Verleur himself remains a slave to the empire. Vaping has helped him cut down his two-pack-a-day habit. But he still smokes. "I have four or five a day," he says. His brand? "Marlboro, my arch-nemesis."


Beyond Cigarettes 

Many smokers find e-cigs disappointing. As a result, a lot of money is going into the development of products that taste and feel more like smoking. One is a "heat not burn" device called iQOS (see FORBES, May 28, 2014), created in Philip Morris International's $120 million research facility in Neuchâtel, Switzerland, where the company has spent more than $2 billion on cigarette alternatives. IQOS was introduced in Europe and Japan last year. It uses a tobacco stick inserted into what looks like a cigarette holder, which heats the stick enough to produce a vapor. In just six months iQOS has taken over 3.4% of the tobacco market in Tokyo, according to a Philip Morris spokesman.

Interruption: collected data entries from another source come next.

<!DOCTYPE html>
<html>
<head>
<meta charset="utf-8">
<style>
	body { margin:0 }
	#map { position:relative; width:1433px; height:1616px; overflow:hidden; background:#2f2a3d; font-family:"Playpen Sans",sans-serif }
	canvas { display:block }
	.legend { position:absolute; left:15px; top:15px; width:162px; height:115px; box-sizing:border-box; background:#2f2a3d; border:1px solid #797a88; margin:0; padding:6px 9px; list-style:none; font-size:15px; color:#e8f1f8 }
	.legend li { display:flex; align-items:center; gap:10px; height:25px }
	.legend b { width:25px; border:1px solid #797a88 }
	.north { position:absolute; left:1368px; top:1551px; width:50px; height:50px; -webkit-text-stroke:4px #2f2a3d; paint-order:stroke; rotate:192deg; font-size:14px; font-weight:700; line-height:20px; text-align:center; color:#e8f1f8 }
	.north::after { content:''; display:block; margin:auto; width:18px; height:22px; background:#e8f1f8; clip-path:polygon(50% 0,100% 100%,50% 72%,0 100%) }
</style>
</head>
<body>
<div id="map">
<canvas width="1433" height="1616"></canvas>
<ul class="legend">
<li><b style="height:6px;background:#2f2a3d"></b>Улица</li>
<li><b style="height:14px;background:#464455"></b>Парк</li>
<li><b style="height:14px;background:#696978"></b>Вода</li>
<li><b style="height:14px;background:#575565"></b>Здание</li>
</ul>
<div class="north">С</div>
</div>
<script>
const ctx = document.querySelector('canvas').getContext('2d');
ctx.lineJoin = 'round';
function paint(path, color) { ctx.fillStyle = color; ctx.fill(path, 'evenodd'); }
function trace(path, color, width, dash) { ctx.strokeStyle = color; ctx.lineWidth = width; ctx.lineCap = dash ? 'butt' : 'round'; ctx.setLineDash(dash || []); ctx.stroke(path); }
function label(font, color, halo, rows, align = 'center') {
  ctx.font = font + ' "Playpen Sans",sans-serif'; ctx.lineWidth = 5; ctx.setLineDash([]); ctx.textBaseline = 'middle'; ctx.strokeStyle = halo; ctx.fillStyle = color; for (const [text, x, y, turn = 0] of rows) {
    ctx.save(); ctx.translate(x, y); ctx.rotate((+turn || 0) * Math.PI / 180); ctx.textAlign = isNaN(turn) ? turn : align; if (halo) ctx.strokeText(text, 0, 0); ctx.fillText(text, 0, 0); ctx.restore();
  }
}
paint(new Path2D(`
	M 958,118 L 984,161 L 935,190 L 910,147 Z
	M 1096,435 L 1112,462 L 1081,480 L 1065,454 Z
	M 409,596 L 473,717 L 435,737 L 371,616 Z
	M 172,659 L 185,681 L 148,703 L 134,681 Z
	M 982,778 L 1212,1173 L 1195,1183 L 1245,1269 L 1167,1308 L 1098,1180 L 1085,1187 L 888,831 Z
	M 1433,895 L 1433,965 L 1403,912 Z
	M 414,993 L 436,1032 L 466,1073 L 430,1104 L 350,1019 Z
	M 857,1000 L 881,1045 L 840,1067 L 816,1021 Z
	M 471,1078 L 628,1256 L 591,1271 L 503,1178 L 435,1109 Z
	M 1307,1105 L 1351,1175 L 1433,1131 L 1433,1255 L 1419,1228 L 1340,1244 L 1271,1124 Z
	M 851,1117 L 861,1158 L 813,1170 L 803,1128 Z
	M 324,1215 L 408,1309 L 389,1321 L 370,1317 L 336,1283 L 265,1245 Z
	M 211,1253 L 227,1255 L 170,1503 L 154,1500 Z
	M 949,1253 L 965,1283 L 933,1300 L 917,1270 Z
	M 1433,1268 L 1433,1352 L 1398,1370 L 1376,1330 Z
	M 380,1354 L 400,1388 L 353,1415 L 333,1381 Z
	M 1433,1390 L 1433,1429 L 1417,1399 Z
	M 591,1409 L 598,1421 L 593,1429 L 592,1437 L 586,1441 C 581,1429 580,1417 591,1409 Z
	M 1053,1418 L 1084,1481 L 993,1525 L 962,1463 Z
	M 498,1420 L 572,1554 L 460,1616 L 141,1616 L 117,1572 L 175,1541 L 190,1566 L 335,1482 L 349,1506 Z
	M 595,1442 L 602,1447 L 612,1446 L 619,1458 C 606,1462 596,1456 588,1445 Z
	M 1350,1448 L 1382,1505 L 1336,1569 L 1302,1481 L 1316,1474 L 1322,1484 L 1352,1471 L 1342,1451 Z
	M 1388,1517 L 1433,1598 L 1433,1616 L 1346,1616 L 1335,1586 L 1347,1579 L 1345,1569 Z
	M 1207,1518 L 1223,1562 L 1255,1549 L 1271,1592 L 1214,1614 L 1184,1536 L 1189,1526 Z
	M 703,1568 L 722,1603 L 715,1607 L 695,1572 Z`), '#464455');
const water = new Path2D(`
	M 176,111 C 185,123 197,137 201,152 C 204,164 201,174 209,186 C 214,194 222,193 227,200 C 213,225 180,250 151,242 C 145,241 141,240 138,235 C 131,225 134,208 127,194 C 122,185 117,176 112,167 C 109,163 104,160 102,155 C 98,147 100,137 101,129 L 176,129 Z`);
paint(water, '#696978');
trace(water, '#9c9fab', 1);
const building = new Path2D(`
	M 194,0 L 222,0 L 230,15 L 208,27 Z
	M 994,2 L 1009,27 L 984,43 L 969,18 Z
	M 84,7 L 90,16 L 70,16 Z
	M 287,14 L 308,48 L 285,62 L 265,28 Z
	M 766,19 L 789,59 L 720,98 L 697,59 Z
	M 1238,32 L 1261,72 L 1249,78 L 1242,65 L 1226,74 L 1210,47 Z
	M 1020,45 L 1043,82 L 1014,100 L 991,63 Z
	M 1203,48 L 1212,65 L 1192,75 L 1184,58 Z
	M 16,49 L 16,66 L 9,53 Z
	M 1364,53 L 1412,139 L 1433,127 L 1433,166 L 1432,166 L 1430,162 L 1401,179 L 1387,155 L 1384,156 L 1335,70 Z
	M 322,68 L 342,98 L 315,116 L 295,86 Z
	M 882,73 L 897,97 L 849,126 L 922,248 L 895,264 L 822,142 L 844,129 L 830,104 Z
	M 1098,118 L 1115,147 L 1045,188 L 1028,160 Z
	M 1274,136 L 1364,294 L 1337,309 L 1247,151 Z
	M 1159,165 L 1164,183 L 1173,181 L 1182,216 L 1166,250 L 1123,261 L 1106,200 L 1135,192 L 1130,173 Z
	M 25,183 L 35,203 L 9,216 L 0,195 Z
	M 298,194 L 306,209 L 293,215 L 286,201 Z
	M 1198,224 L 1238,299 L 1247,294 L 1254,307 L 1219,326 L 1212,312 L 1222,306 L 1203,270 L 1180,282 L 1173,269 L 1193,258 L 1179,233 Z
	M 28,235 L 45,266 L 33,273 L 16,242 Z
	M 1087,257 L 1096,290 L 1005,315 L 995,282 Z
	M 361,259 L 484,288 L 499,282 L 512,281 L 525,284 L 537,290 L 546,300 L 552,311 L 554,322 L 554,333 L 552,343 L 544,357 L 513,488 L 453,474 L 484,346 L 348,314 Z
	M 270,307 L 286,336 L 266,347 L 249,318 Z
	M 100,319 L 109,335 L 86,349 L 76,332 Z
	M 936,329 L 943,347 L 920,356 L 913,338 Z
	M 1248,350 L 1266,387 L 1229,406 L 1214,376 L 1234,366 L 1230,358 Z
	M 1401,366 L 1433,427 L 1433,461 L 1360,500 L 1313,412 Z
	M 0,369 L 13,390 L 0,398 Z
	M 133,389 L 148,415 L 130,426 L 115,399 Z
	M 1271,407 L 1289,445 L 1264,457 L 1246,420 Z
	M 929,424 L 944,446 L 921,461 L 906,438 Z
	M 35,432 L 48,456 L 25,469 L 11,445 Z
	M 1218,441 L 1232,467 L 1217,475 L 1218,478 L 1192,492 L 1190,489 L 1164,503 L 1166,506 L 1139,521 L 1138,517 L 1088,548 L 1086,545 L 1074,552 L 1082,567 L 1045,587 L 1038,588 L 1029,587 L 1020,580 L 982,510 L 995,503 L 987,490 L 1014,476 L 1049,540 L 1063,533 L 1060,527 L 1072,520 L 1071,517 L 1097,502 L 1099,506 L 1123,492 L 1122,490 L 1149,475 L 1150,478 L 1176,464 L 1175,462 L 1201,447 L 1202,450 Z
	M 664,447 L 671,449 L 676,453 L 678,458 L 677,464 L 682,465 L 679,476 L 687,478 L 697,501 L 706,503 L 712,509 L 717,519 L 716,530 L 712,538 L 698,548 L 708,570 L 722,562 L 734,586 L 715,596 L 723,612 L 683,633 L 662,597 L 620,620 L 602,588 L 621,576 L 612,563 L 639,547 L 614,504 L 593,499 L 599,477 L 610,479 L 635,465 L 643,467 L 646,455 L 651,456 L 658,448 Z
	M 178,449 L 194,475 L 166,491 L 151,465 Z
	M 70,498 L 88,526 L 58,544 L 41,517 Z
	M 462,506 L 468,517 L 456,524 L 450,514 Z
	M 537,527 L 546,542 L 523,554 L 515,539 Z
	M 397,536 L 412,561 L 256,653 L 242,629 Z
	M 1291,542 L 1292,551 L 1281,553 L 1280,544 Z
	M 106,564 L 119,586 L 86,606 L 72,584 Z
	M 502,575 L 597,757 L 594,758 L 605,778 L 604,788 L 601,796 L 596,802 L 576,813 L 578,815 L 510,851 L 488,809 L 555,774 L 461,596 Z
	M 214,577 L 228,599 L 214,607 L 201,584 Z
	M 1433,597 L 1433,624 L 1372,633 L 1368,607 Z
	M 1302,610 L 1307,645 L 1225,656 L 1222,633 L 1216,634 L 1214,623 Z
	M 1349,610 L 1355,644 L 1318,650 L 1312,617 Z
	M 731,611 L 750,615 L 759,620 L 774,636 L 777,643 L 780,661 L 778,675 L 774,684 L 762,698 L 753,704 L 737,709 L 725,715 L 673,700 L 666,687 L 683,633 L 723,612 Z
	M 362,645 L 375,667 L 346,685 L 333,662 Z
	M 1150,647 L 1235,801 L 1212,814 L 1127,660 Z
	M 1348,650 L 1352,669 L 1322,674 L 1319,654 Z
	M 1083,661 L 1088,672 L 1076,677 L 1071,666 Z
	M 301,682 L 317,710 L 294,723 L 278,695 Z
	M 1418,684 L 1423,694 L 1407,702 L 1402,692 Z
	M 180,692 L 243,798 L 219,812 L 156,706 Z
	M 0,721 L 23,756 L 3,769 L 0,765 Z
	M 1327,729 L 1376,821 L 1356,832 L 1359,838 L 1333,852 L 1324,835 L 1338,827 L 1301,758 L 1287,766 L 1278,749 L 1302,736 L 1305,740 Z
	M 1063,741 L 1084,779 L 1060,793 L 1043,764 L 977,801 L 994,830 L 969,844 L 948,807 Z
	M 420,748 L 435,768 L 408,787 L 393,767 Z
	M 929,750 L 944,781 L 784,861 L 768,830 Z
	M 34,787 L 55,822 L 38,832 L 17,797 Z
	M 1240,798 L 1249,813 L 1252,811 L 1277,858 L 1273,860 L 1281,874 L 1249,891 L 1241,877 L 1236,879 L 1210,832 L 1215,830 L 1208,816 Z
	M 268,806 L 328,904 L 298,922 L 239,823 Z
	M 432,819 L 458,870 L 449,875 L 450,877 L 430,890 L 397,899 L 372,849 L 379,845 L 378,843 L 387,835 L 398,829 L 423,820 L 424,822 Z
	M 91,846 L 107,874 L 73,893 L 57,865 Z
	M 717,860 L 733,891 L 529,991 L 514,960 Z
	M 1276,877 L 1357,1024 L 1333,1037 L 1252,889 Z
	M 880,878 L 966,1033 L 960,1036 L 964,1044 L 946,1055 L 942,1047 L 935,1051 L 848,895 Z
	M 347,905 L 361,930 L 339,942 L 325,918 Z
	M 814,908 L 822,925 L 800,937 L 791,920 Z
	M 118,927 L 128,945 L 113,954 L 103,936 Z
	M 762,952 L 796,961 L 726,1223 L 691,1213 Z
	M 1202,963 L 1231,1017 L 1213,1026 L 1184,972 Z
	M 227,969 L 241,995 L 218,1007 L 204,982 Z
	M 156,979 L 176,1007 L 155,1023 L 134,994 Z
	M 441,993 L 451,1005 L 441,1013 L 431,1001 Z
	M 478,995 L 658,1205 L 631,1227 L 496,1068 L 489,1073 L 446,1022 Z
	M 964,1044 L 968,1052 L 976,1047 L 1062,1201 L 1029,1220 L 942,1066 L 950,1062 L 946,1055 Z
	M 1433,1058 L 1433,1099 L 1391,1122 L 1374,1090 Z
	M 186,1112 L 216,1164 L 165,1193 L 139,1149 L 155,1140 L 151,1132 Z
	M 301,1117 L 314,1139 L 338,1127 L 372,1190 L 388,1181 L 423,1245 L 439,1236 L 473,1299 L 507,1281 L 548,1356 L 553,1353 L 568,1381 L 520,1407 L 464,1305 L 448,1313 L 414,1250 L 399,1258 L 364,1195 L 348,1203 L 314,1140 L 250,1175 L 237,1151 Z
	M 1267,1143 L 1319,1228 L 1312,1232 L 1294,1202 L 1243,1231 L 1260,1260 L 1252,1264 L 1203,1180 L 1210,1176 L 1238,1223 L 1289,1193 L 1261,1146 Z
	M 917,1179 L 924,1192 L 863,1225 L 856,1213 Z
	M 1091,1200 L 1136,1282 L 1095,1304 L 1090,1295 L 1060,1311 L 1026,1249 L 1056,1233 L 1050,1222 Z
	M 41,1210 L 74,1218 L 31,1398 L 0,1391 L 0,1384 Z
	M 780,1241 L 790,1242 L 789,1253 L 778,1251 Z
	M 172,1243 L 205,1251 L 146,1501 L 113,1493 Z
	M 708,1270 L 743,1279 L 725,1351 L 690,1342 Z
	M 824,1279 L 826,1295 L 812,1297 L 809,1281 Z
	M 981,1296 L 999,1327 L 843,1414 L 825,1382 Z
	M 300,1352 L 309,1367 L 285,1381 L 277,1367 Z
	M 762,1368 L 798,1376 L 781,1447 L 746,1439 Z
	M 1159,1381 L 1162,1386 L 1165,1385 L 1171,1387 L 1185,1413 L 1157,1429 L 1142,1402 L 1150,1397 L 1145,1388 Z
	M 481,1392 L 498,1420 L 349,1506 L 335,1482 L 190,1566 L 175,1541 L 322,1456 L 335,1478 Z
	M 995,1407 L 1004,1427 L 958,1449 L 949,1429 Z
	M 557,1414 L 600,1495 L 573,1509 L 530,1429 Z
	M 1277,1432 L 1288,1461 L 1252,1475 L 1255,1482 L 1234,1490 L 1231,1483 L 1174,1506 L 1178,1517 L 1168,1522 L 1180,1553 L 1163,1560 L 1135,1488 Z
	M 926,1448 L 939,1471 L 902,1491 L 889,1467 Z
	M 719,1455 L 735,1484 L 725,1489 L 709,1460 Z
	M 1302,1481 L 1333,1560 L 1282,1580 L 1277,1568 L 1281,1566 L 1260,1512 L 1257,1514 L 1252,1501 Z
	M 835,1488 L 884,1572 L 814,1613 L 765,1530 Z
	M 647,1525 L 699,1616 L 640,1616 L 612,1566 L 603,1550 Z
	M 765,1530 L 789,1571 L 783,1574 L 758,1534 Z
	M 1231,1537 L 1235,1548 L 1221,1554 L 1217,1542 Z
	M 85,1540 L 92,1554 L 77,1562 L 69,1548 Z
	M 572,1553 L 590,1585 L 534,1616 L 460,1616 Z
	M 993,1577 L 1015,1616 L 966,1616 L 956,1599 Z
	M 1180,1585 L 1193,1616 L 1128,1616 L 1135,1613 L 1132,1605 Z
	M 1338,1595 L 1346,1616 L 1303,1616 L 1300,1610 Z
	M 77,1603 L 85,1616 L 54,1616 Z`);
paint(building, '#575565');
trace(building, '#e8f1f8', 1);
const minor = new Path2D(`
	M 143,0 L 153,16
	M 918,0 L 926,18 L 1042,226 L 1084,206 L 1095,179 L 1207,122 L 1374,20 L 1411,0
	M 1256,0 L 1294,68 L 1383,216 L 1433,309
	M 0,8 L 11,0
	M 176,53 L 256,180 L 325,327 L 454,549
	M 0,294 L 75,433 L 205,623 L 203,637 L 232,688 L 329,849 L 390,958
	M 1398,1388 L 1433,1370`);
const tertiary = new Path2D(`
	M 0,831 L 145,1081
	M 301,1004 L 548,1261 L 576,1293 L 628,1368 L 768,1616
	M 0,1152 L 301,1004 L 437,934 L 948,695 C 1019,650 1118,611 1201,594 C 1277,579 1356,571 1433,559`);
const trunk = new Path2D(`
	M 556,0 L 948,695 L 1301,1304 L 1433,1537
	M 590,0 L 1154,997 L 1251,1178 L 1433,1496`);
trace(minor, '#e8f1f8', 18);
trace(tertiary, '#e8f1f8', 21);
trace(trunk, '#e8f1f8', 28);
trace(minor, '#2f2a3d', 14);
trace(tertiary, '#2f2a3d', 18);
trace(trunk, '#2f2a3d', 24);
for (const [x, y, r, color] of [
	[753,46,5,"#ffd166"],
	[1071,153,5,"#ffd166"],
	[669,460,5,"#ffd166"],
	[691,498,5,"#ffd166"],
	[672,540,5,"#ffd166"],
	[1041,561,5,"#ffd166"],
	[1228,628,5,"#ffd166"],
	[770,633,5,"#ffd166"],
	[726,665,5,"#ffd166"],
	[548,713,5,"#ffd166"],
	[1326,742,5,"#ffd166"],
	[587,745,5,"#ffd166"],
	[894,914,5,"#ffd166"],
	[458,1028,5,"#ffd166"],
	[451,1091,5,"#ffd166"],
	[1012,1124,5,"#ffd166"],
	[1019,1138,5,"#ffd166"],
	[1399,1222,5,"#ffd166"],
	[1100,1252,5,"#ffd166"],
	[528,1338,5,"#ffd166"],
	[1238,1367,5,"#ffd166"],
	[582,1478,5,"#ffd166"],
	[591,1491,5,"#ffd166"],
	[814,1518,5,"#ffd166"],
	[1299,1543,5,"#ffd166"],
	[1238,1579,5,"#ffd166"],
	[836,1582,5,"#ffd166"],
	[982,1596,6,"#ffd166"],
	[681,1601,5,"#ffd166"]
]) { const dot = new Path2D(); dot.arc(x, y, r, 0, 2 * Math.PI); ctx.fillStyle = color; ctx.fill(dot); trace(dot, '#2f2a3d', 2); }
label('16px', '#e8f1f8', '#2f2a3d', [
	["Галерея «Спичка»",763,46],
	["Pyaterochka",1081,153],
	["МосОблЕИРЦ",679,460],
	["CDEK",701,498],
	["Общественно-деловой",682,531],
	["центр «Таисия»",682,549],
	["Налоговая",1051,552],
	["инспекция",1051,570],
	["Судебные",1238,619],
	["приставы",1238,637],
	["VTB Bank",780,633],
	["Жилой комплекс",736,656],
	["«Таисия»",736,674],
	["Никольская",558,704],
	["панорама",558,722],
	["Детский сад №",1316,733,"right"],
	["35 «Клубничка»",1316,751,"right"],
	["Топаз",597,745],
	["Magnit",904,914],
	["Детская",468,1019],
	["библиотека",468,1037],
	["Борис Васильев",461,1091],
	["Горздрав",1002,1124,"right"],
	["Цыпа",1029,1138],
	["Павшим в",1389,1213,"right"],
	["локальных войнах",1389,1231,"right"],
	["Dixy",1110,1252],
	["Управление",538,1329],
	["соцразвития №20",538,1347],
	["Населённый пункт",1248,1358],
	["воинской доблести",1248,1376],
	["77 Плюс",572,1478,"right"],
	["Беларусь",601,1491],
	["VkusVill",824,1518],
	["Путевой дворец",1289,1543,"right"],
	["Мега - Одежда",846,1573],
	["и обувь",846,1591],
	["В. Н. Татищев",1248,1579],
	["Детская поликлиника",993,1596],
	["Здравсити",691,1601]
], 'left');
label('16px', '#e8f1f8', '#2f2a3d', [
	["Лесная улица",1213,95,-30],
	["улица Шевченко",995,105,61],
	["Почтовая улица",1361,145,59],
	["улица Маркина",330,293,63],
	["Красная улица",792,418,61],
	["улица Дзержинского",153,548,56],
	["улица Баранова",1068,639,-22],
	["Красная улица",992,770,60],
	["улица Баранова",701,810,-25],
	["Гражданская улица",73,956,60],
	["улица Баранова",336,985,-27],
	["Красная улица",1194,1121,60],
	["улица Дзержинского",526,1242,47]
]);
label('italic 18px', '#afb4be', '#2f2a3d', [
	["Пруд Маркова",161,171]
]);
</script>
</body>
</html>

The company plans to apply for FDA approval at the end of this year as a modified-risk tobacco product.

The most promising new thing in the U.S. is the JUUL, made by PAX Labs in San Francisco, which recently raised $47 million in its third round of venture funding. The company was started in 2007 by two former engineering-design graduate students from Stanford, who already have a popular heat-not-burn vaporizer frequently used for marijuana. Instead of e-liquid the JUUL vaporizes a nicotine-salt substance that cofounder Adam Bowen says hits the bloodstream more quickly than the nicotine from an e-cig and produces vapor that feels more like smoke. The device, which looks like an elongated thumb drive, was introduced in June and is selling 8.7 four-cartridge refills within a four-week period for every starter kit that leaves the shelf. -- S.A.